Now, however, technology moves much faster than the human mind. A person may easily see two or three technological revolutions in his lifetime, each one forcing the rejection of old value systems and the embracing of new perspectives.
Unfortunately, the older a human mind gets, the less able it is to reject old value systems and embrace new perspectives.
So now, the decisions of the old-and-powerful wind up causing great harm to the young-and-visionary.
The thing that REALLY gets me is when young people...people who *should* know better...buy into this we-need-control-to-have-innovation crap.
If I could put smart in the water, I would.
Better question: who is King George in this equation?

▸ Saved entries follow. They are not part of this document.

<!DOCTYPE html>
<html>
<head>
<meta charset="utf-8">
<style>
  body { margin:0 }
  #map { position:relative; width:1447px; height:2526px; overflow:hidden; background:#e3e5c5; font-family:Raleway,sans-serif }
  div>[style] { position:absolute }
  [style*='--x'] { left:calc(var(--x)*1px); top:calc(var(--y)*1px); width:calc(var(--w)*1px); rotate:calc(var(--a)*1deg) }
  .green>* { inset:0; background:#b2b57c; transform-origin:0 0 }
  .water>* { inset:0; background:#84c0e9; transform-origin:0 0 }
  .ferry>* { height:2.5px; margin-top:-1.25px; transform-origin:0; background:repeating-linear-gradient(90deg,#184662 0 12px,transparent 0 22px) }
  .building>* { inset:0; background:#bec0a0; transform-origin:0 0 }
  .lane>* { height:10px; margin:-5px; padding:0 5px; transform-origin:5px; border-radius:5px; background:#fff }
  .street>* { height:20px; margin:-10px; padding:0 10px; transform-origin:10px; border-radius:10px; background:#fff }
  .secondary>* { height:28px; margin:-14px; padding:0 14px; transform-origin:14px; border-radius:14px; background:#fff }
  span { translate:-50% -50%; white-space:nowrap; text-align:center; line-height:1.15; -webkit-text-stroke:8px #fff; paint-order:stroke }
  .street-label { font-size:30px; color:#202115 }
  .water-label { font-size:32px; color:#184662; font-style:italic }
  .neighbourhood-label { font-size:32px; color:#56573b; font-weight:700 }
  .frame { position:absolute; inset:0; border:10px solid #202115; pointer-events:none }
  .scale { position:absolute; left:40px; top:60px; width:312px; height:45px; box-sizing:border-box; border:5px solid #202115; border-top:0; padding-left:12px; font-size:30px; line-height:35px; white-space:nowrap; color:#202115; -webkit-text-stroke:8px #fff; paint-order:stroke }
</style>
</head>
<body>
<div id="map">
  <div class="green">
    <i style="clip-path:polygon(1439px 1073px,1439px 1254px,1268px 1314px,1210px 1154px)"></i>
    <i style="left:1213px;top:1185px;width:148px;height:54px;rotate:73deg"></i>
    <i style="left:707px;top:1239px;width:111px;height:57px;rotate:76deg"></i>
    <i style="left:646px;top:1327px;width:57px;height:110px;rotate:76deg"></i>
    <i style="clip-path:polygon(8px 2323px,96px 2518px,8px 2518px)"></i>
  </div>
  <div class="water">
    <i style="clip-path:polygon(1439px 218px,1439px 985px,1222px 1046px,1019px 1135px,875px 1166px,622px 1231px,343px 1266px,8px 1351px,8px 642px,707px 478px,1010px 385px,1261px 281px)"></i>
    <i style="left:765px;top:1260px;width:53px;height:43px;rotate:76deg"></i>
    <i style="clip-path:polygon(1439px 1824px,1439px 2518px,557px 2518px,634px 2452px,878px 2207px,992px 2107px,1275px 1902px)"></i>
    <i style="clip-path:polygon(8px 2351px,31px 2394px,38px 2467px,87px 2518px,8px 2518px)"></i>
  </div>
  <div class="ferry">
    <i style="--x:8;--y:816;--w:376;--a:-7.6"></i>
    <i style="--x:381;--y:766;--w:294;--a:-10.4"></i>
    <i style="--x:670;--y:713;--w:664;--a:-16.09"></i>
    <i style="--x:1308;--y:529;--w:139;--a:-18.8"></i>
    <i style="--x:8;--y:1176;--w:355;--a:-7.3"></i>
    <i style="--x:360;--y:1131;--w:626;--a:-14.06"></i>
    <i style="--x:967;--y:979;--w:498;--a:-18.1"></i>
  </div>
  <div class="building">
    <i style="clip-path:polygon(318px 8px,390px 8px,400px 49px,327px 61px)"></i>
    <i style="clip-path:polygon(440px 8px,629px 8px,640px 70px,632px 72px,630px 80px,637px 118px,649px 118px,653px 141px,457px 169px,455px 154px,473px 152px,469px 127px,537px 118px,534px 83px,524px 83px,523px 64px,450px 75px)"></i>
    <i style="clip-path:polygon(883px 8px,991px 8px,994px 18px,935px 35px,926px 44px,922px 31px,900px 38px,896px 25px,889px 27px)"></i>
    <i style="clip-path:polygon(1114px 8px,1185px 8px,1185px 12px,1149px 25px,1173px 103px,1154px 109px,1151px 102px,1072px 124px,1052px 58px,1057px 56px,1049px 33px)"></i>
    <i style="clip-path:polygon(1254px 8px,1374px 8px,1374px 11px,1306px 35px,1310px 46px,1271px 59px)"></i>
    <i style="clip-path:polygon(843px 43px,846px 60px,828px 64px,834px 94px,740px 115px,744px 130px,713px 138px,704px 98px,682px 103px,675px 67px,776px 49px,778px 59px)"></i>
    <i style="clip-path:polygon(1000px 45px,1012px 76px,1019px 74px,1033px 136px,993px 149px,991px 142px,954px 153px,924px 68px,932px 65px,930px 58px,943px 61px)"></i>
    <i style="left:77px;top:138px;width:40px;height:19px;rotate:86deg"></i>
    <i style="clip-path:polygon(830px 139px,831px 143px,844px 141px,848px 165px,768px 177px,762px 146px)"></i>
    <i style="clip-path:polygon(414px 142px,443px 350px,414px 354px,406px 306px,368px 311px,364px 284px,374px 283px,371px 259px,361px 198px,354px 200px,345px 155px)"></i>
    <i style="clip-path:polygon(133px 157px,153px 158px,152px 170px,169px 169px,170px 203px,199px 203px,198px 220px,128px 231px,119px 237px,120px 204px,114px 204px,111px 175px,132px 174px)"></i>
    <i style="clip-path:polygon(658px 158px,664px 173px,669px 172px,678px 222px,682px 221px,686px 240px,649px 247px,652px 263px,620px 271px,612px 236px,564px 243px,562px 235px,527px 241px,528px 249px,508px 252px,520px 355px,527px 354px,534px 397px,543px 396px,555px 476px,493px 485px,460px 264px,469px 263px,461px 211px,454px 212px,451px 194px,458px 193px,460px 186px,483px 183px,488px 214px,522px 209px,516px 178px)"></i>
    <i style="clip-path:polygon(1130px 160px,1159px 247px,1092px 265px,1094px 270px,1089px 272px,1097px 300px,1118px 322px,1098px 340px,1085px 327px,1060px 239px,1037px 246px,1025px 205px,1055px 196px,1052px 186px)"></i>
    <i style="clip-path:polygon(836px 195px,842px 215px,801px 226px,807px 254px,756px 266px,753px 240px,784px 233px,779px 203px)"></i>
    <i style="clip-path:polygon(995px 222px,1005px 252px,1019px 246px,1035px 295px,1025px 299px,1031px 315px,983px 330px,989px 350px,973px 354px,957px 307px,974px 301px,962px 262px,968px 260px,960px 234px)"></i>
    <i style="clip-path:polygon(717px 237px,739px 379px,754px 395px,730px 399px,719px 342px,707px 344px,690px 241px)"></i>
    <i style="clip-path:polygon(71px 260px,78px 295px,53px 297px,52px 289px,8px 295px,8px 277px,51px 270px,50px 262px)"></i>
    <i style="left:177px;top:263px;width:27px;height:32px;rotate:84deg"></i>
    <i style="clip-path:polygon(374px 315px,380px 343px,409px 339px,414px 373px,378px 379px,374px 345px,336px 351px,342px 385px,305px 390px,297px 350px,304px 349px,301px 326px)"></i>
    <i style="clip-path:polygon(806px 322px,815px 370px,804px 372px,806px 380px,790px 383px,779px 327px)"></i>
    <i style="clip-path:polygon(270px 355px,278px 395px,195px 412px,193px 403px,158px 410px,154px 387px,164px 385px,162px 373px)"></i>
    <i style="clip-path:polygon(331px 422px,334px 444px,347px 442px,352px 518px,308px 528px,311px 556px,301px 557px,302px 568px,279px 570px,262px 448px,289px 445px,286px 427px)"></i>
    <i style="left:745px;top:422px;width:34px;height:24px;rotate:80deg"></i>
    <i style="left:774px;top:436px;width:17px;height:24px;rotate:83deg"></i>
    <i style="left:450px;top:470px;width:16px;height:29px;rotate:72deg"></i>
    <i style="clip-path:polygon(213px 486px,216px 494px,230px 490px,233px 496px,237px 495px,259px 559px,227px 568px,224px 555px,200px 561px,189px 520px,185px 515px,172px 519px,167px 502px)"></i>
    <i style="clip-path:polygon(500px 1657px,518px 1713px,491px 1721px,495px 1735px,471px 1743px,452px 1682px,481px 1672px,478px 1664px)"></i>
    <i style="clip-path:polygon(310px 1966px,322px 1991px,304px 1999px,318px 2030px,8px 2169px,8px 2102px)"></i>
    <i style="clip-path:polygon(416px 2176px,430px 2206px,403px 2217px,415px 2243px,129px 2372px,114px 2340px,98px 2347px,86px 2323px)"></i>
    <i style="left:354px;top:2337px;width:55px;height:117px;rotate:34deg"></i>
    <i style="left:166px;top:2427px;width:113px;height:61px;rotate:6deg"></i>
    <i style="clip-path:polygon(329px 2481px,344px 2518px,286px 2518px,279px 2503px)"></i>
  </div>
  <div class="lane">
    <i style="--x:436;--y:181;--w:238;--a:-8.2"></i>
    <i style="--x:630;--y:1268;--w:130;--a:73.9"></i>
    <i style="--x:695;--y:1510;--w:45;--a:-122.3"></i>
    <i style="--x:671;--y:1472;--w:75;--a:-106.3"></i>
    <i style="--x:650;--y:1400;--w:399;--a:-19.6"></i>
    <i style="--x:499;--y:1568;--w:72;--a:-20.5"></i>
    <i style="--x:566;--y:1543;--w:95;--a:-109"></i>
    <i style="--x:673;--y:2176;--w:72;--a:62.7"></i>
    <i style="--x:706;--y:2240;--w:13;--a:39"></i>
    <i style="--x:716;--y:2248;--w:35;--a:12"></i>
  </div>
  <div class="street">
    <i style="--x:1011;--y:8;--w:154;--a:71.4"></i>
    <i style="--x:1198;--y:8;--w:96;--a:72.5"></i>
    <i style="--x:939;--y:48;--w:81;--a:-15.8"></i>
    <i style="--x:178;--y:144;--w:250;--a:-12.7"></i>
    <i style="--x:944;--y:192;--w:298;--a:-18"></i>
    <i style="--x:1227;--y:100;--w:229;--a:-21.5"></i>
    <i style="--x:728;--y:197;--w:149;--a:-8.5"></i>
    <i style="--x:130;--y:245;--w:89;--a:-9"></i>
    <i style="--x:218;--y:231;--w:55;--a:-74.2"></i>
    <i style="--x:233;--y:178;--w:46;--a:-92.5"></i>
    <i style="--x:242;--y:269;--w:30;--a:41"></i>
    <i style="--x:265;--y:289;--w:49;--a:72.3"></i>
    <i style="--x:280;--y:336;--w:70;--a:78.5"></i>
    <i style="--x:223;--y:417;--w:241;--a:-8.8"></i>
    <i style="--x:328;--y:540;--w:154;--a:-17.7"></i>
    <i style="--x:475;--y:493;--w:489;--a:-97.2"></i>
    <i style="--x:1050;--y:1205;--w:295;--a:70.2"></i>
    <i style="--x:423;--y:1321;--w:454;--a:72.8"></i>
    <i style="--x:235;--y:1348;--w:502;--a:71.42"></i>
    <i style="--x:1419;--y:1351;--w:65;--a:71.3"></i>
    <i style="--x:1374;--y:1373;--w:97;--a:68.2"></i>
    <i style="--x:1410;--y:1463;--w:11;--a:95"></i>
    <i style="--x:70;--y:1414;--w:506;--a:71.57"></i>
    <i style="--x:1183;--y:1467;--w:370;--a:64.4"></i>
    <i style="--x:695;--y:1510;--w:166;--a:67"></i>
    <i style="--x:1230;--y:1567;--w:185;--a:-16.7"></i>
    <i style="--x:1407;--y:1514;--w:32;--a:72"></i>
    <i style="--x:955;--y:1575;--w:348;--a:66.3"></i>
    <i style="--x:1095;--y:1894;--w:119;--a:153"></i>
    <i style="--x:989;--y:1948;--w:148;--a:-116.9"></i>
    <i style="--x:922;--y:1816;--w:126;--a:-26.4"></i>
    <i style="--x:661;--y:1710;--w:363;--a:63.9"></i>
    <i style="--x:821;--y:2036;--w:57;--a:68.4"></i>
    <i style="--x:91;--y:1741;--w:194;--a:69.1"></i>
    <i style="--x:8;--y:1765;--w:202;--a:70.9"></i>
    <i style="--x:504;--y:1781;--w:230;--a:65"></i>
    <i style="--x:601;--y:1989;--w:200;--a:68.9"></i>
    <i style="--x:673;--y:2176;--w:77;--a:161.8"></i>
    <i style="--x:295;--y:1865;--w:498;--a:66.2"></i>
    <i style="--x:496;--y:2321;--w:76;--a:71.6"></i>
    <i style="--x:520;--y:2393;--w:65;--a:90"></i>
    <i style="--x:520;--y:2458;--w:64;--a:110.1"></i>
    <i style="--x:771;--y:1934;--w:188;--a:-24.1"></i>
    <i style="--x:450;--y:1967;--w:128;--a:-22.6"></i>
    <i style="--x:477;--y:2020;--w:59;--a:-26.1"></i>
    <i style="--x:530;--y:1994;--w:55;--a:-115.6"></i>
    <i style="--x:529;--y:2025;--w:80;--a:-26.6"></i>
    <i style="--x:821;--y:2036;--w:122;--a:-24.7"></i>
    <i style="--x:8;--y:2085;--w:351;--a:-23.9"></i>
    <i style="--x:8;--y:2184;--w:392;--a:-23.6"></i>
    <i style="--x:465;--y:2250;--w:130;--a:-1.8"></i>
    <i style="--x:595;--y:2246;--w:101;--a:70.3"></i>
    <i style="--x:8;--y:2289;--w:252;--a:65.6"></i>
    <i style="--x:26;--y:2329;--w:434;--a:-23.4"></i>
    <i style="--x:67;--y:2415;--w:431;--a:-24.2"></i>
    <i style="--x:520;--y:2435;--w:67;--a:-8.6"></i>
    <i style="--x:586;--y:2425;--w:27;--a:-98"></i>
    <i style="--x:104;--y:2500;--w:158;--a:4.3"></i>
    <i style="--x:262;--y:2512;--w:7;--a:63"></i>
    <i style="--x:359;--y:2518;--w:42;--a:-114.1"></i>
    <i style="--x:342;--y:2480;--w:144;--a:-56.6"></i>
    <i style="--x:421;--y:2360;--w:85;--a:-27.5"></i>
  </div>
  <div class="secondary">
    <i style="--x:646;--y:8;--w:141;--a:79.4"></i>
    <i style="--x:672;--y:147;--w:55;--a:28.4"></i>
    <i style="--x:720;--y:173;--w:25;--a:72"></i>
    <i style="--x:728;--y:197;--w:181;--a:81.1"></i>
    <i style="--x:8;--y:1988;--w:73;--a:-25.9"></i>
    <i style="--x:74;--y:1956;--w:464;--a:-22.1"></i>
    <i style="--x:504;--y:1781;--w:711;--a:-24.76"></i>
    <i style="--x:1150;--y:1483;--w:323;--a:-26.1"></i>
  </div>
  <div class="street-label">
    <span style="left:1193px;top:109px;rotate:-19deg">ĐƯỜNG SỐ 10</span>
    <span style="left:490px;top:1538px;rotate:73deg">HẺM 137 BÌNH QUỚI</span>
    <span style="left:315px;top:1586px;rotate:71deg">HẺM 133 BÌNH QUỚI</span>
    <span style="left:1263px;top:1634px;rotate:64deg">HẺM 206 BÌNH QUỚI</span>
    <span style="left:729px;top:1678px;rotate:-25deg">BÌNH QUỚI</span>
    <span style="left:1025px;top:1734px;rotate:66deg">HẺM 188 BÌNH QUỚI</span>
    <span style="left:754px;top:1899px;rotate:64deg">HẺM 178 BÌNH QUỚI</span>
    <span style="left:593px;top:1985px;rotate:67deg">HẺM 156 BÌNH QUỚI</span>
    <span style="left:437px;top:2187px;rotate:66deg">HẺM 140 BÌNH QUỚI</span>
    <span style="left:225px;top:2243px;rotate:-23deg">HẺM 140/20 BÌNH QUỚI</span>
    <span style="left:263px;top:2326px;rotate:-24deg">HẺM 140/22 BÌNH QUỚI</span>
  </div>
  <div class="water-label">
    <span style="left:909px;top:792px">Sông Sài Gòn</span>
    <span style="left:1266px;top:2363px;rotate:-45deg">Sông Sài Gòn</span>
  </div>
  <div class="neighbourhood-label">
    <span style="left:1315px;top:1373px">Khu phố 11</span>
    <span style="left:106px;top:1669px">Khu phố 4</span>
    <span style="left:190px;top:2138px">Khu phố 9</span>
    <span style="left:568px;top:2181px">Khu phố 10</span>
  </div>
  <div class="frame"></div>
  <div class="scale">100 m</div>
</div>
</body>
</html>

Get thee glass eyes, and, like a scurvy politician, seem to see things thou dost not.--King Lear
I don't think "backwards" is sufficiently descriptive ... I'd say "corrupt" more closely resembles the situation with regards to Imaginary Property. These laws didn't just happen ... in the U.S., Congress couldn't have cared less about patent and trademark law until they were paid by the private sector to revise it. We the People got sold out, and I'm sorry to say it's happening in the U.K. as well. That's too bad, because this is the very stuff that ends civilizations.
The higher the technology, the sharper that two-edged sword.
I completely agree! However, unfortunately, you're preaching to the choir. The question now is, what do we have to do to convince those that make the law that this is what needs to be done? I've been thinking lately - I wonder if someone could get them (corrupt congressmen) at their own game. For instance, run for office and have a reasonable chance at becoming a senator or representative, and then create a bill with some catchy acronym like "The 2008 DON'T EAT BABIES Act" that gives money to orphans, and just so happens to also change patent law. If anyone comes out against it, gather a list and send a letter to all the major news outlets saying "Senator So-And-So is against the DON'T EAT BABIES Act!" and invite them to ask him why he is against it. That'd get them to vote for it real quick, if they want to stay in office. But nah, I think that sort of behavior would require me to give up certain virtues, which I won't do. Still, nice to dream.
Salami tactics, thin edge of the wedge, slippery slope, spearhead strategy... etc... Sure, if it stops here it may not be so bad. Problem is that history suggests it won't stop here.